(Supplied data Opens)

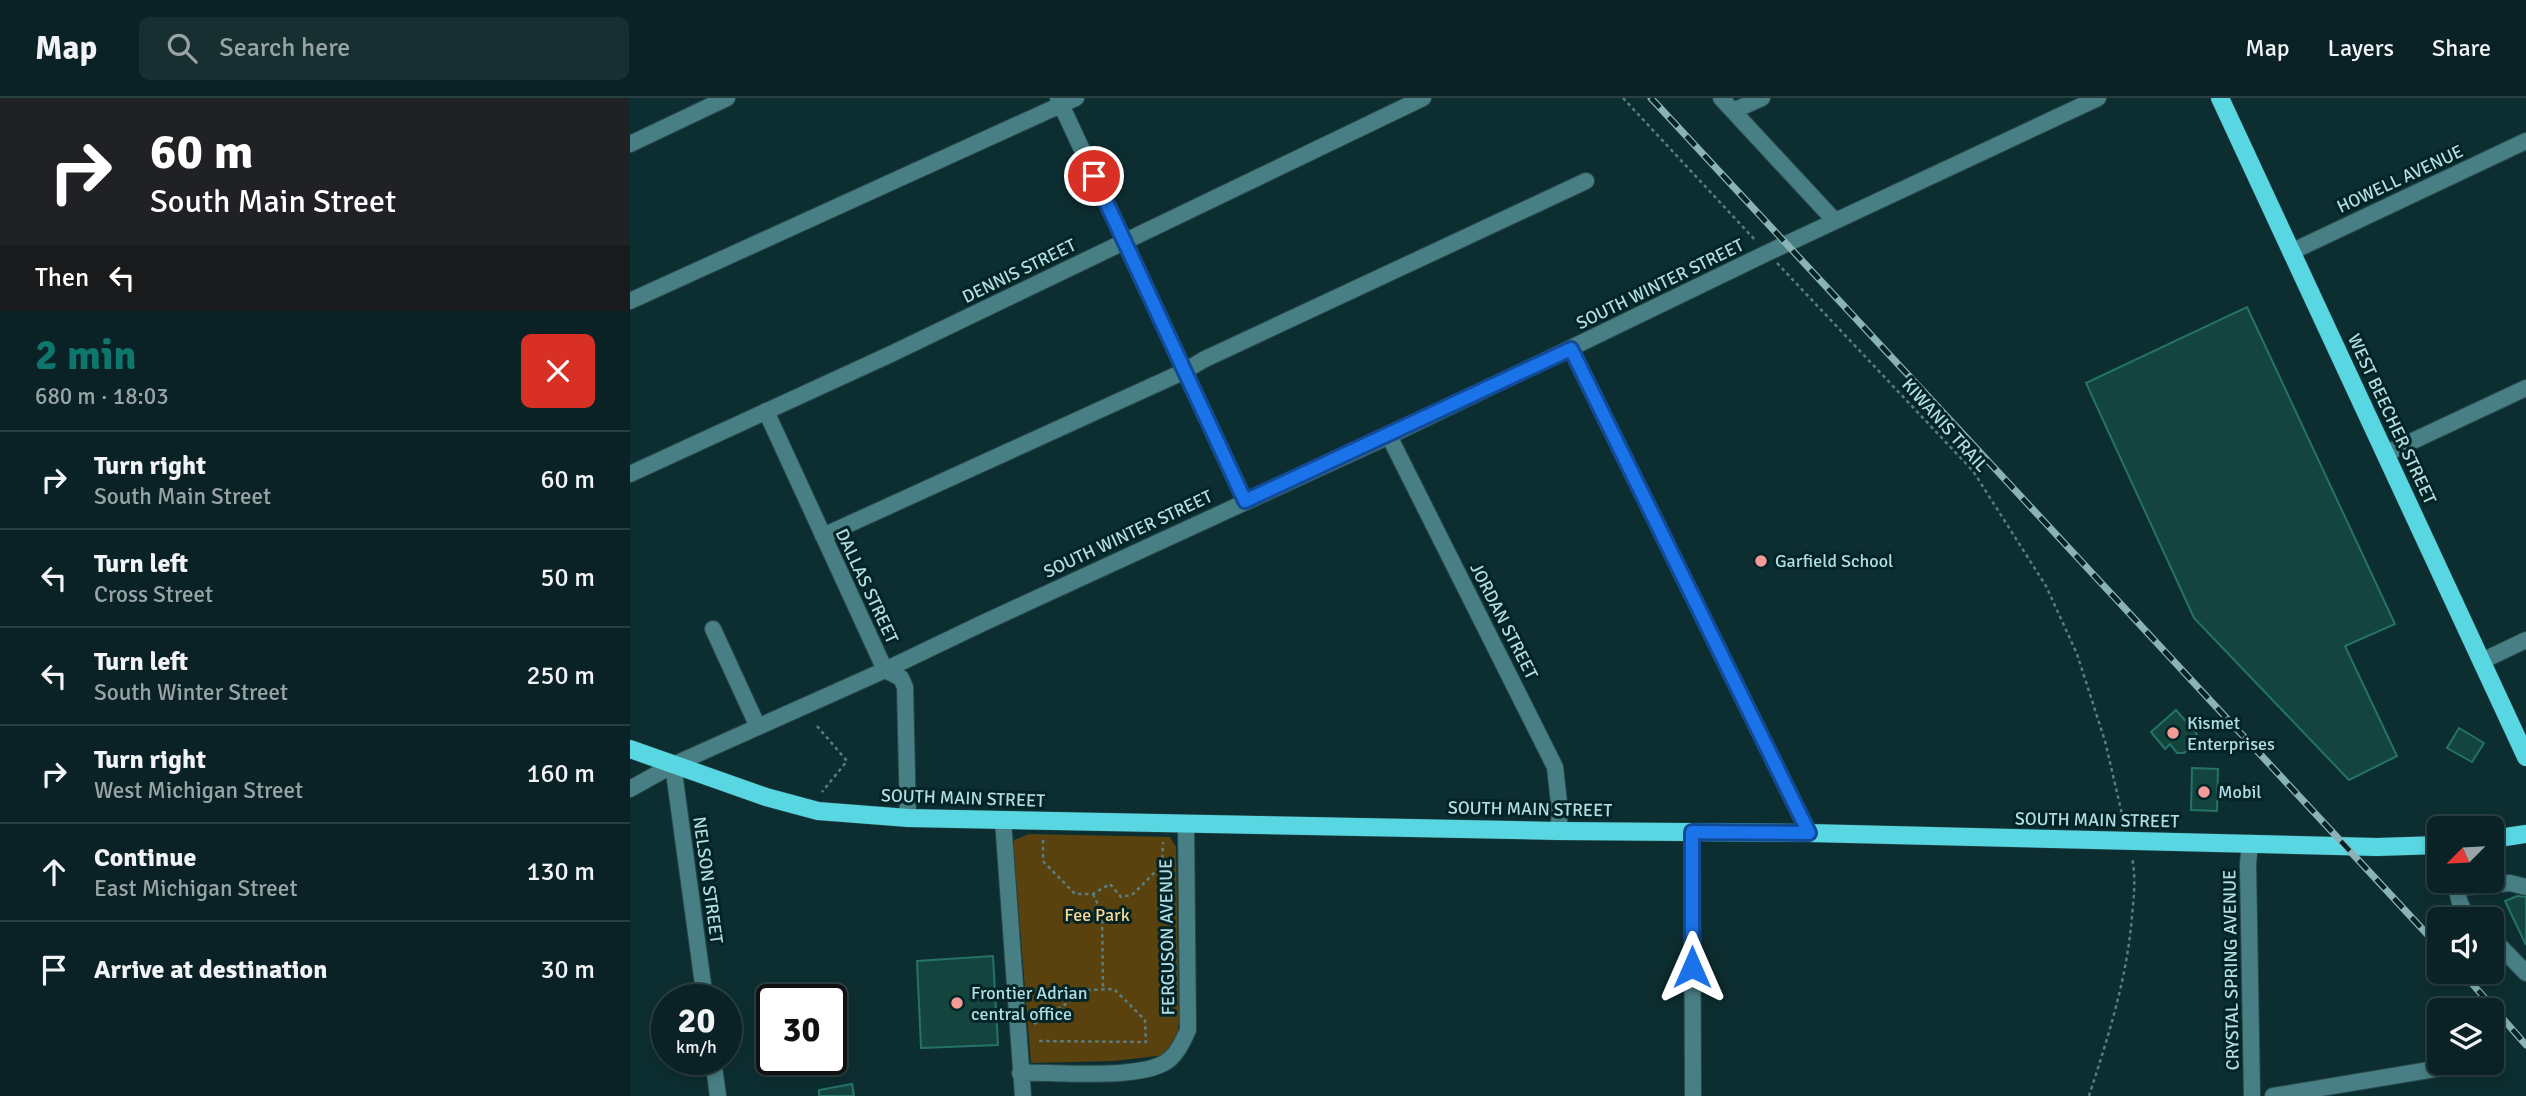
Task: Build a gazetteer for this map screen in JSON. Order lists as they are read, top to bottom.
{
  "streets": {
    "main road": ["WEST BEECHER STREET", "SOUTH MAIN STREET"],
    "street": [
      "HOWELL AVENUE",
      "DENNIS STREET",
      "SOUTH WINTER STREET",
      "DALLAS STREET",
      "JORDAN STREET",
      "NELSON STREET",
      "FERGUSON AVENUE",
      "CRYSTAL SPRING AVENUE"
    ],
    "path": ["KIWANIS TRAIL"]
  },
  "crossings": [
    ["HOWELL AVENUE", "WEST BEECHER STREET"],
    ["DENNIS STREET", "DALLAS STREET"],
    ["SOUTH WINTER STREET", "KIWANIS TRAIL"],
    ["SOUTH WINTER STREET", "DALLAS STREET"],
    ["SOUTH WINTER STREET", "JORDAN STREET"],
    ["SOUTH WINTER STREET", "SOUTH MAIN STREET"],
    ["SOUTH WINTER STREET", "NELSON STREET"],
    ["KIWANIS TRAIL", "SOUTH MAIN STREET"],
    ["DALLAS STREET", "SOUTH MAIN STREET"],
    ["JORDAN STREET", "SOUTH MAIN STREET"],
    ["SOUTH MAIN STREET", "NELSON STREET"],
    ["SOUTH MAIN STREET", "FERGUSON AVENUE"],
    ["SOUTH MAIN STREET", "CRYSTAL SPRING AVENUE"]
  ],
  "parks": ["Fee Park"],
  "places": [
    "Garfield School",
    "Kismet Enterprises",
    "Mobil",
    "Frontier Adrian central office"
  ],
  "north": "bottom left",
  "page": {
    "header": "Map",
    "search": "Search here",
    "nav": ["Map", "Layers", "Share"],
    "turn": ["60 m", "South Main Street"],
    "then": "Then",
    "heading": ["2 min", "680 m · 18:03"],
    "list": [
      {
        "name": "Turn right",
        "note": "South Main Street",
        "value": "60 m"
      },
      {
        "name": "Turn left",
        "note": "Cross Street",
        "value": "50 m"
      },
      {
        "name": "Turn left",
        "note": "South Winter Street",
        "value": "250 m"
      },
      {
        "name": "Turn right",
        "note": "West Michigan Street",
        "value": "160 m"
      },
      {
        "name": "Continue",
        "note": "East Michigan Street",
        "value": "130 m"
      },
      {
        "name": "Arrive at destination",
        "value": "30 m"
      }
    ],
    "speed": "20 km/h",
    "limit": "30"
  }
}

(Supplied data Closes)

# About this exercise
Output the records exactly, and let none of their pictures appear in the copy.

# Task result
Task: Build a gazetteer for this map screen in JSON. Order lists as they are read, top to bottom.
{
  "streets": {
    "main road": ["WEST BEECHER STREET", "SOUTH MAIN STREET"],
    "street": [
      "HOWELL AVENUE",
      "DENNIS STREET",
      "SOUTH WINTER STREET",
      "DALLAS STREET",
      "JORDAN STREET",
      "NELSON STREET",
      "FERGUSON AVENUE",
      "CRYSTAL SPRING AVENUE"
    ],
    "path": ["KIWANIS TRAIL"]
  },
  "crossings": [
    ["HOWELL AVENUE", "WEST BEECHER STREET"],
    ["DENNIS STREET", "DALLAS STREET"],
    ["SOUTH WINTER STREET", "KIWANIS TRAIL"],
    ["SOUTH WINTER STREET", "DALLAS STREET"],
    ["SOUTH WINTER STREET", "JORDAN STREET"],
    ["SOUTH WINTER STREET", "SOUTH MAIN STREET"],
    ["SOUTH WINTER STREET", "NELSON STREET"],
    ["KIWANIS TRAIL", "SOUTH MAIN STREET"],
    ["DALLAS STREET", "SOUTH MAIN STREET"],
    ["JORDAN STREET", "SOUTH MAIN STREET"],
    ["SOUTH MAIN STREET", "NELSON STREET"],
    ["SOUTH MAIN STREET", "FERGUSON AVENUE"],
    ["SOUTH MAIN STREET", "CRYSTAL SPRING AVENUE"]
  ],
  "parks": ["Fee Park"],
  "places": [
    "Garfield School",
    "Kismet Enterprises",
    "Mobil",
    "Frontier Adrian central office"
  ],
  "north": "bottom left",
  "page": {
    "header": "Map",
    "search": "Search here",
    "nav": ["Map", "Layers", "Share"],
    "turn": ["60 m", "South Main Street"],
    "then": "Then",
    "heading": ["2 min", "680 m · 18:03"],
    "list": [
      {
        "name": "Turn right",
        "note": "South Main Street",
        "value": "60 m"
      },
      {
        "name": "Turn left",
        "note": "Cross Street",
        "value": "50 m"
      },
      {
        "name": "Turn left",
        "note": "South Winter Street",
        "value": "250 m"
      },
      {
        "name": "Turn right",
        "note": "West Michigan Street",
        "value": "160 m"
      },
      {
        "name": "Continue",
        "note": "East Michigan Street",
        "value": "130 m"
      },
      {
        "name": "Arrive at destination",
        "value": "30 m"
      }
    ],
    "speed": "20 km/h",
    "limit": "30"
  }
}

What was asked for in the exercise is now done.